If, however, the claim is rejected, the insurer would provide a reason for the same. You can go for a reimbursement claim if the claim gets rejected. 

2. Reimbursement claims

  • It is a good idea to intimate the TPA or the insurer of the possible claim, to avoid any possible delays
  • You would have to fill up a claim form and submit all the required documents to the TPA or the insurance company.
    These documents include the following –
    1. Doctor’s advice for hospitalization
    2. All original diagnostic and investigative reports
    3. All the hospital records and doctor’s reports outlining the line of treatment you have received
    4. All hospital and medical bills, in original
    5. Doctor’s prescription showing that you have recovered and your treatment is complete
    6. FIR or medico-legal certificate in accidental cases
    7. The KYC documents of the insured such as Aadhar and PAN card
    8. A canceled cheque of the bank account for receiving the reimbursement of your claim
    9. A copy of the policy document and the health card

Note: Pre and post hospitalisation claims have to be done on a reimbursement basis, even for cashless claims. 
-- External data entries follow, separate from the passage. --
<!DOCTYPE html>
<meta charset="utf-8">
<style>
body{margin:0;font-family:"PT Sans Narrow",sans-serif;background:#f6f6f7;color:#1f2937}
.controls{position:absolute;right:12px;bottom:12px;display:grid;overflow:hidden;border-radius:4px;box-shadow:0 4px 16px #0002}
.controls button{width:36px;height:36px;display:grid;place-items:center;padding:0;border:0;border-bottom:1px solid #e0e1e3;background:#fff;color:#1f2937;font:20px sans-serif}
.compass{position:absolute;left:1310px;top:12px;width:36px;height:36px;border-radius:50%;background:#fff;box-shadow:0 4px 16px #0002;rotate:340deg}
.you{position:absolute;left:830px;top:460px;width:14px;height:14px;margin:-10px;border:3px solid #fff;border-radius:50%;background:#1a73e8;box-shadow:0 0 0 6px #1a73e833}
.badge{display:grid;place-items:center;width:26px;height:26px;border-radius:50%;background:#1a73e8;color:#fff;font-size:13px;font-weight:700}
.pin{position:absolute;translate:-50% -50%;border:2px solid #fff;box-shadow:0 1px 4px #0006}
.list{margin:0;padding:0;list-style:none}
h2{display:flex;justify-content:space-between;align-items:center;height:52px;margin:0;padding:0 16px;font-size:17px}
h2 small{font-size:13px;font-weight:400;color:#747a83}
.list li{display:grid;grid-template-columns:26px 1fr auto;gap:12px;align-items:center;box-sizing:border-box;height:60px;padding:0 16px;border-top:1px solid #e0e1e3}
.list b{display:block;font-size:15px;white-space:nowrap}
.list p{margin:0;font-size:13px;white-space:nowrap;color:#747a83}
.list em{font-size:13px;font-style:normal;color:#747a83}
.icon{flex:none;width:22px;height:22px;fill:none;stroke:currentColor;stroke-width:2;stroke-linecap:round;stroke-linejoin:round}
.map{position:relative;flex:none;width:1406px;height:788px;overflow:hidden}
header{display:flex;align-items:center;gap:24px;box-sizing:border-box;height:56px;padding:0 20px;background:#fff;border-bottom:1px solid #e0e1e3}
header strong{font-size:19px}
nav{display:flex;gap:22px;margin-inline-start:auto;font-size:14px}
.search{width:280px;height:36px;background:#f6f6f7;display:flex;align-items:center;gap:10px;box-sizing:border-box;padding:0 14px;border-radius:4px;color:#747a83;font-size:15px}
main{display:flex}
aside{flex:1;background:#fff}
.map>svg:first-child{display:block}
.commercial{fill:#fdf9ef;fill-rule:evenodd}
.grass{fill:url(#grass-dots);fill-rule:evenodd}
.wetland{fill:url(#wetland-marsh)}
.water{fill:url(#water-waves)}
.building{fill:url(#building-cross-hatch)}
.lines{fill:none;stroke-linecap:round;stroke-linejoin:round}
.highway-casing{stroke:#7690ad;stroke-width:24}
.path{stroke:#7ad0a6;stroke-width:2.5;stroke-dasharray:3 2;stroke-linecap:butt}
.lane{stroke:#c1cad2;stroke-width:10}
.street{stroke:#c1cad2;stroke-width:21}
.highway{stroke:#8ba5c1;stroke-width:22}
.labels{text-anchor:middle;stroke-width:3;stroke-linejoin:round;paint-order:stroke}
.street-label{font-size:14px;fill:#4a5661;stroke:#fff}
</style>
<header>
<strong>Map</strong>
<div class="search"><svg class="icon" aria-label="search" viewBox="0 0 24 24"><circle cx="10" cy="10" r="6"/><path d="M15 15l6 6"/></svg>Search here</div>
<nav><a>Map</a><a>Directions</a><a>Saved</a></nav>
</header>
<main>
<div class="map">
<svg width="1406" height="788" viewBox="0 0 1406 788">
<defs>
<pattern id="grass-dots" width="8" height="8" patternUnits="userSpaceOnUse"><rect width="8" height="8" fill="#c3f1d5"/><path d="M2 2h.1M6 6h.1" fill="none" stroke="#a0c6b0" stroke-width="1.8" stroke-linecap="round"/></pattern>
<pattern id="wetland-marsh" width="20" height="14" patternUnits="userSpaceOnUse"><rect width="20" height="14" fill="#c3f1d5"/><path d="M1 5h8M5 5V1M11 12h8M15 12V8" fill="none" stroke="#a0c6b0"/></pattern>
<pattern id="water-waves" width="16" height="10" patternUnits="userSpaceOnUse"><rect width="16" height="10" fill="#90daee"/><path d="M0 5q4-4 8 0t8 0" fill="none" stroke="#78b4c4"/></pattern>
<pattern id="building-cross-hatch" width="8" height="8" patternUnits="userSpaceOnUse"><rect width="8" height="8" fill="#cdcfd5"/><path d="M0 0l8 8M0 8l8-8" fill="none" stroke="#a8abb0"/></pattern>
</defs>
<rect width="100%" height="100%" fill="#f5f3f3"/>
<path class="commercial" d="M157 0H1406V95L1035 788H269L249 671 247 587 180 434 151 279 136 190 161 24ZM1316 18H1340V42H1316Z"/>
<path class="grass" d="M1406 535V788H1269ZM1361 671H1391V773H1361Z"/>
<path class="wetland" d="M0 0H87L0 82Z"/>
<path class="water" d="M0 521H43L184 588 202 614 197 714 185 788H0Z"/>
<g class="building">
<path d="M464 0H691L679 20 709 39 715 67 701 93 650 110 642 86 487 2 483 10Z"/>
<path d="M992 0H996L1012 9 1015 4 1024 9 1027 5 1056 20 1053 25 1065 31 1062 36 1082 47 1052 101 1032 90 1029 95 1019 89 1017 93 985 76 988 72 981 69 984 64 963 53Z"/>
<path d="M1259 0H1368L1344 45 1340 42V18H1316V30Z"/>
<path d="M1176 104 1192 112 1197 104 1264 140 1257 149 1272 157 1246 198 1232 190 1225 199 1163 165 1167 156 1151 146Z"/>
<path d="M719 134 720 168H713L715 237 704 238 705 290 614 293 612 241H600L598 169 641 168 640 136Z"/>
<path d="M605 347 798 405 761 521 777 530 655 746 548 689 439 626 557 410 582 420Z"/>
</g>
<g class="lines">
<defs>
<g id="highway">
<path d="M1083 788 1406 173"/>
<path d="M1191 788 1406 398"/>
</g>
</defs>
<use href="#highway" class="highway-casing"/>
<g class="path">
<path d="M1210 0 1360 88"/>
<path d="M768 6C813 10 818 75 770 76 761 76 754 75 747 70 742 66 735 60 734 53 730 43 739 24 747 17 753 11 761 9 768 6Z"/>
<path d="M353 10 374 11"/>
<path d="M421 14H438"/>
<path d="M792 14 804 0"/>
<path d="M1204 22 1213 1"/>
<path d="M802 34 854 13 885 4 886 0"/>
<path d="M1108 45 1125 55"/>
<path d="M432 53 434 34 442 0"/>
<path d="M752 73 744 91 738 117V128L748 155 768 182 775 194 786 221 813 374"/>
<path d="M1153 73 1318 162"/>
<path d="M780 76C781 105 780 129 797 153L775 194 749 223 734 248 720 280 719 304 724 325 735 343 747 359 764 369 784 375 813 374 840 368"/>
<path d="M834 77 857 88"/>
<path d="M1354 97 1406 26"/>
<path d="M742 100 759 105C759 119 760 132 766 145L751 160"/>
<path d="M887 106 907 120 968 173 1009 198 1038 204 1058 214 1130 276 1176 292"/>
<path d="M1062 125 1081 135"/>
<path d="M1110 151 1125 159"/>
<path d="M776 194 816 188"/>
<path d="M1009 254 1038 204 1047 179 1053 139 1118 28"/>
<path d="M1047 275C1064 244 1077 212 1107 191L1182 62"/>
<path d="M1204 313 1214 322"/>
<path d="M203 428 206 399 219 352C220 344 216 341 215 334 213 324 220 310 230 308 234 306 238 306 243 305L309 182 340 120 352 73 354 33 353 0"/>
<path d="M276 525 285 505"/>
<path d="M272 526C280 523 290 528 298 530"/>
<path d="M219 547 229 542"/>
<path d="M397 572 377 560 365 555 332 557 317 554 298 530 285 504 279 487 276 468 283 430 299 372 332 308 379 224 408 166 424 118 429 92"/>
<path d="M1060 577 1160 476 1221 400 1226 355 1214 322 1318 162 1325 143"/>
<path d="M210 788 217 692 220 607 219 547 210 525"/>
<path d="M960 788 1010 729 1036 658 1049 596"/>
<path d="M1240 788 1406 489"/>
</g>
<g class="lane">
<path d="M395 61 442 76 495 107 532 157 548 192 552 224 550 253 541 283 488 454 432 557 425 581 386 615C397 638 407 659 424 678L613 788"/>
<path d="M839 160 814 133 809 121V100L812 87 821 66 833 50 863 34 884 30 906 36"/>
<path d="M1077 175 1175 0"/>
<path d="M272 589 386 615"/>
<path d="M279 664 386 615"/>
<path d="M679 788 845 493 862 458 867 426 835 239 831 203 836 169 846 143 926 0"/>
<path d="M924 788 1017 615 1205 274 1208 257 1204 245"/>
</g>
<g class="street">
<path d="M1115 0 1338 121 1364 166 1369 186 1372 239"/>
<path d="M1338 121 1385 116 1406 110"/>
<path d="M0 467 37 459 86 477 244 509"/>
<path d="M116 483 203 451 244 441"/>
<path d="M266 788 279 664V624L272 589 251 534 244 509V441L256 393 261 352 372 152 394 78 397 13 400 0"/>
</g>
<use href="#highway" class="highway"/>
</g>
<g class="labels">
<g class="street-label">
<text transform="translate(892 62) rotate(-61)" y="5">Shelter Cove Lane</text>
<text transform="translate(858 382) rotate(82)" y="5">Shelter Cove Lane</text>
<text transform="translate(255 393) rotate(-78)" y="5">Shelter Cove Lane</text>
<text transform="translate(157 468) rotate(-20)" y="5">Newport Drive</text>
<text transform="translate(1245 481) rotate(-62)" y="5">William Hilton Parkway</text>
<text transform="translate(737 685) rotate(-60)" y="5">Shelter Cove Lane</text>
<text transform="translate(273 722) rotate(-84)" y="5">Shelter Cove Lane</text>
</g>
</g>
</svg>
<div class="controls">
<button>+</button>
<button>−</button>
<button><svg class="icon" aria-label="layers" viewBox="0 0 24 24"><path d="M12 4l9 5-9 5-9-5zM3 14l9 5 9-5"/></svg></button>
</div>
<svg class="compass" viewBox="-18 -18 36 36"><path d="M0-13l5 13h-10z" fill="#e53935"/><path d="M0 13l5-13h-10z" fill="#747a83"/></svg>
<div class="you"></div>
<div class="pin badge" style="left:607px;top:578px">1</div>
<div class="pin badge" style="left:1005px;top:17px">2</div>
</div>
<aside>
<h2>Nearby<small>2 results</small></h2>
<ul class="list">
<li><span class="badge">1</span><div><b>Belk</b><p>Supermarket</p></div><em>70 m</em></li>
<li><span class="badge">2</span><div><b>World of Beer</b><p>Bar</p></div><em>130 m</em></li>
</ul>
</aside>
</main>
Claims under fixed-benefit health insurance plans

For claiming a fixed benefit health insurance plan, like a  critical illness plan or a hospital benefit plan, you would have to inform the insurance company of the incident. The claim needs to be submitted along with a form, the insured’s documents, original bills and reports, and the policyholder’s bank account details for the payout. However, the exact documentation varies from plan to plan.

For example, critical illness plans pay the claim on the diagnosis of the illness. Thus, the doctor’s certificate showing the diagnosis and the investigative test reports should be submitted along with the claim form and the insured’s KYC documents.

For hospital daily cash benefit plans, hospitalization for 24 hours is a must. So, the doctor’s prescription recommending hospitalization as well as the hospital records and medical bills associated with hospitalization and the insured’s KYC documents and policyholder’s bank account details need to be submitted.

The health insurance claim process has been made hassle-free by insurance companies so that you can claim with ease. You can also find out the list of documents from the hospital’s insurance desk and arrange for them in advance for a quicker claim settlement.